In the Middle East, we see that the U.S.-led International Coalition against ISIS has brought back hope for indigenous components like Syriacs and Yazidis who suffered genocide by terrorist ISIS. Slow reconstruction work and insufficient peacebuilding efforts in the ISIS aftermath, however, are threatening the existence in Iraq of these indigenous components. Syriacs and Yazidis are still forced to flee their Mesopotamian homelands.

Shiite Shabaks and their Iranian-backed PMU-militias aim to bring about a demographic change in Iraq’s Nineveh Plain. This keeps Chaldeans-Syriacs-Assyrians from returning to the Nineveh Plain where only an estimated 35%-40% of the pre-ISIS 125 thousand Chaldeans-Syriacs-Assyrians  have returned to. The situation in Shingal (Sinjar), where Yazidis have their population centers, is even more dire and reconstruction almost absent. Tens of thousands of Iraqi Yazidis and Syriacs still remain internally displaced. Syriac and Yazidi political organizations have repeated therefore their calls for more self-representation and self-protection.

In North and East Syria, we see that the Democratic Autonomous Administration is a model of how peoples and cultures can cooperate and co-exist. It has given hope for a future united democratic Syria and constitutional and political rights for Syriacs, Yazidis, Kurds, and others. The Democratic Autonomous Administration is an eyesore for Turkey. It feels threatened by this democratic peoples’ model and hence Turkey and its militant factions, some espousing Islamist ideologies, have invaded North and East Syria in front of the world’s eyes. Turkey with its dream of re-establishing Ottoman glory, again threatens co-existence of indigenous components and puts them into jeopardy.

Critical voices of Turkey’s domestic crackdown on political opponents and restricting freedom of expression are systematically put in jail. Today, Turkey is one of the biggest jailers of journalist. Political opponents are threatened, slandered, removed from democratically elected positions, and stripped from diplomatic immunity. Changing churches into mosques for internal propaganda and populism creates animosity between the countries’ civilians and puts the future of Syriacs, Armenians, and Rum-Greeks in Turkey at risk. This is all aggravated by Turkey’s recent hostility against Greece and it openly inciting hostility in the Armenian-Azerbaijani conflict over Artsakh.

ESU calls on the world public opinion and international powers to come to the help of the indigenous components.
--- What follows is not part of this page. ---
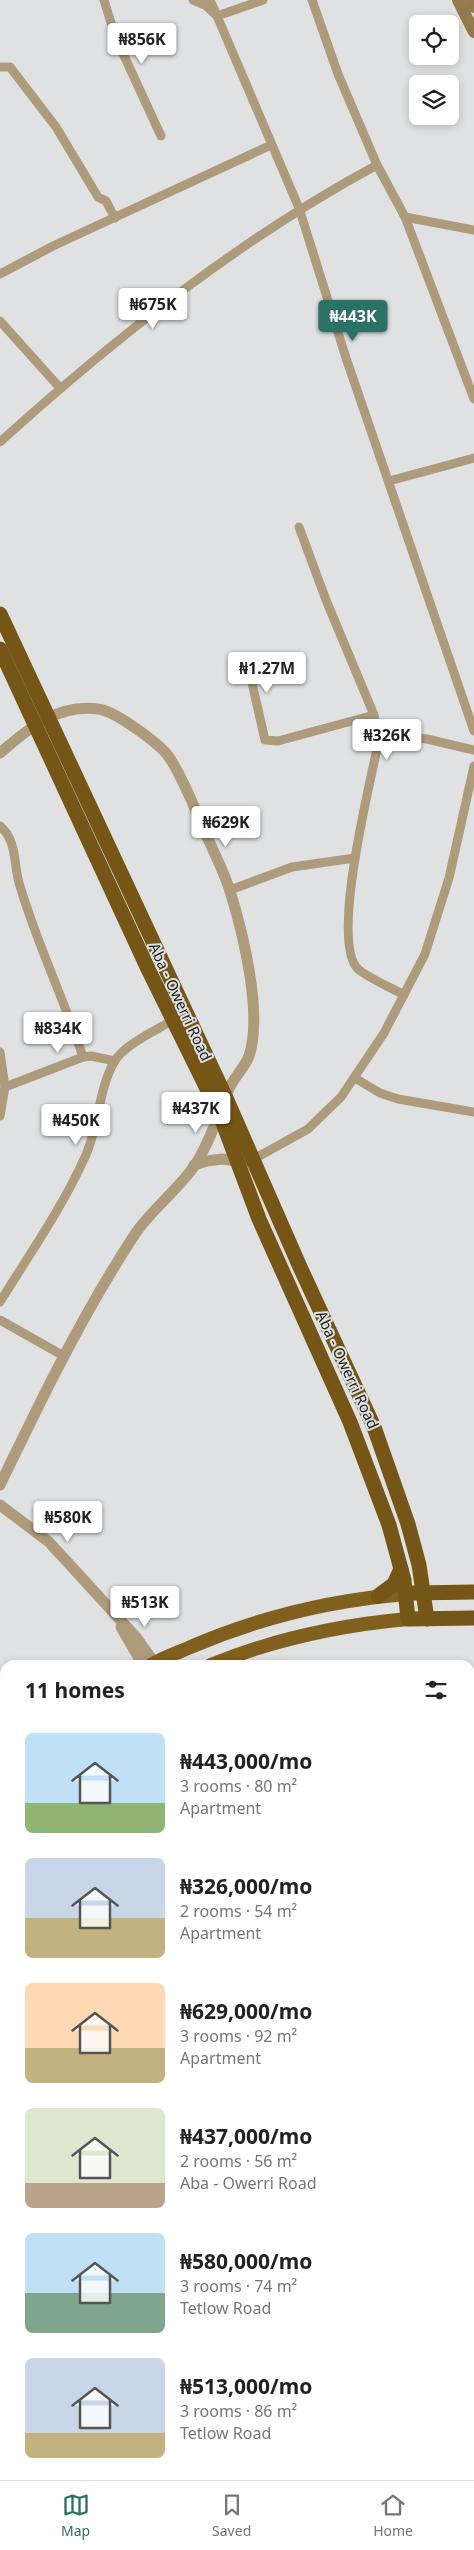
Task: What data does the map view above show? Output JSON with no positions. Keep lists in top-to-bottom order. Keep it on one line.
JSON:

They have suffered more than enough genocides, persecutions, and emigration. Only full recognition of their rights can guarantee a future in their middle eastern countries of residence. The disappearance of Syriacs from the Middle East is a risk for the whole world. Diversity, pluralism, and continuation of Christianity in the Middle East are necessities for the Middle East to develop to full democracy and respect for human rights. It is imperative for the UN, EU, U.S., and Russia to take away this clear and present risk.